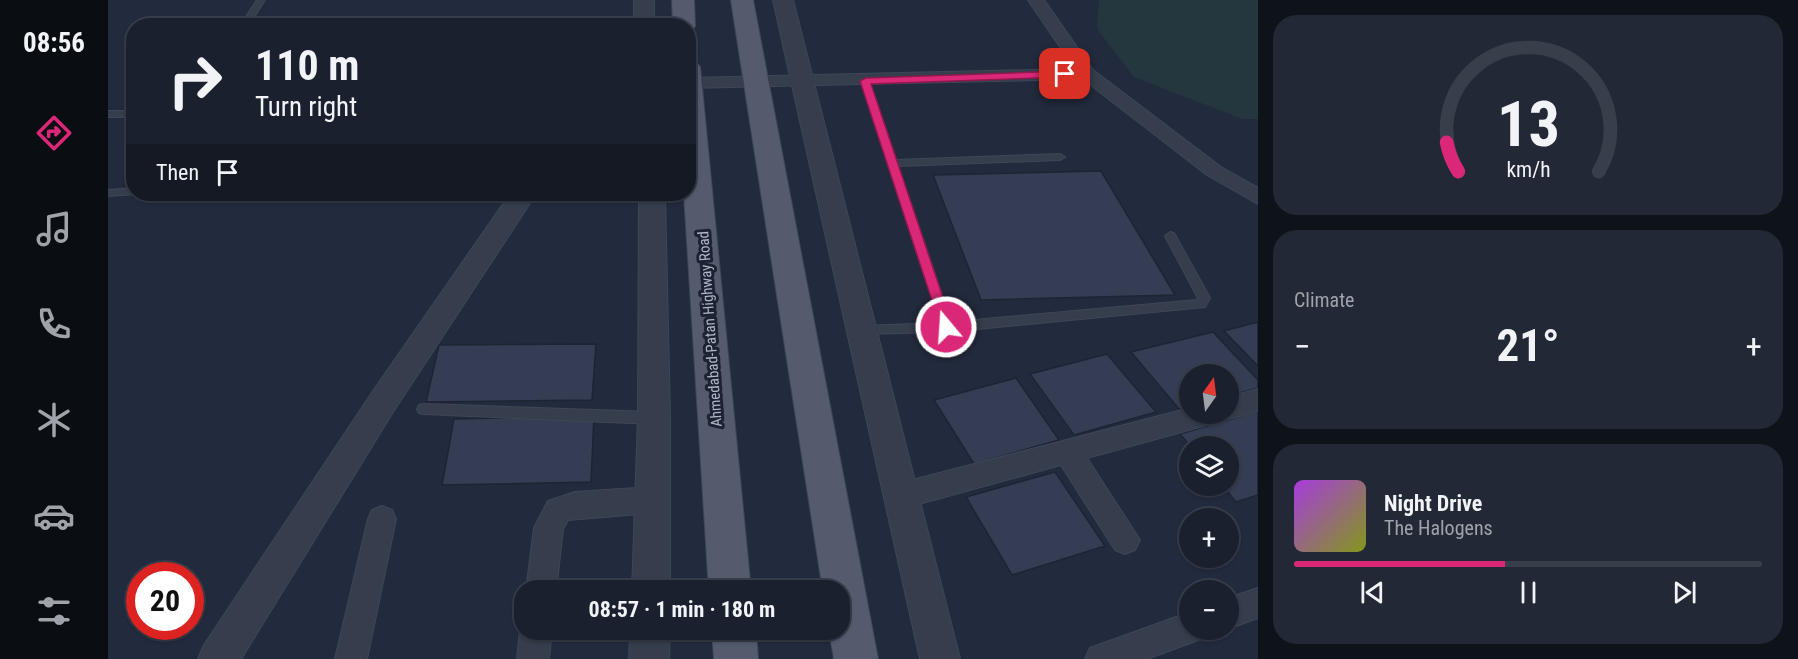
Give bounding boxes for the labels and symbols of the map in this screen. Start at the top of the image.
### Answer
pin [1039,48,1090,99]
street label: Ahmedabad-Patan Highway Road [694,230,726,428]
position arrow [914,295,978,359]
north arrow [1179,364,1239,424]
speed limit sign: 20 [126,562,204,640]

EXERCISE INSTRUCTIONS ▸
If a record above holds a picture, leave the picture out and write out everything else exactly.

RESPONSE TO THIS TASK ▸
Give bounding boxes for the labels and symbols of the map in this screen. Start at the top of the image.
### Answer
pin [1039,48,1090,99]
street label: Ahmedabad-Patan Highway Road [694,230,726,428]
position arrow [914,295,978,359]
north arrow [1179,364,1239,424]
speed limit sign: 20 [126,562,204,640]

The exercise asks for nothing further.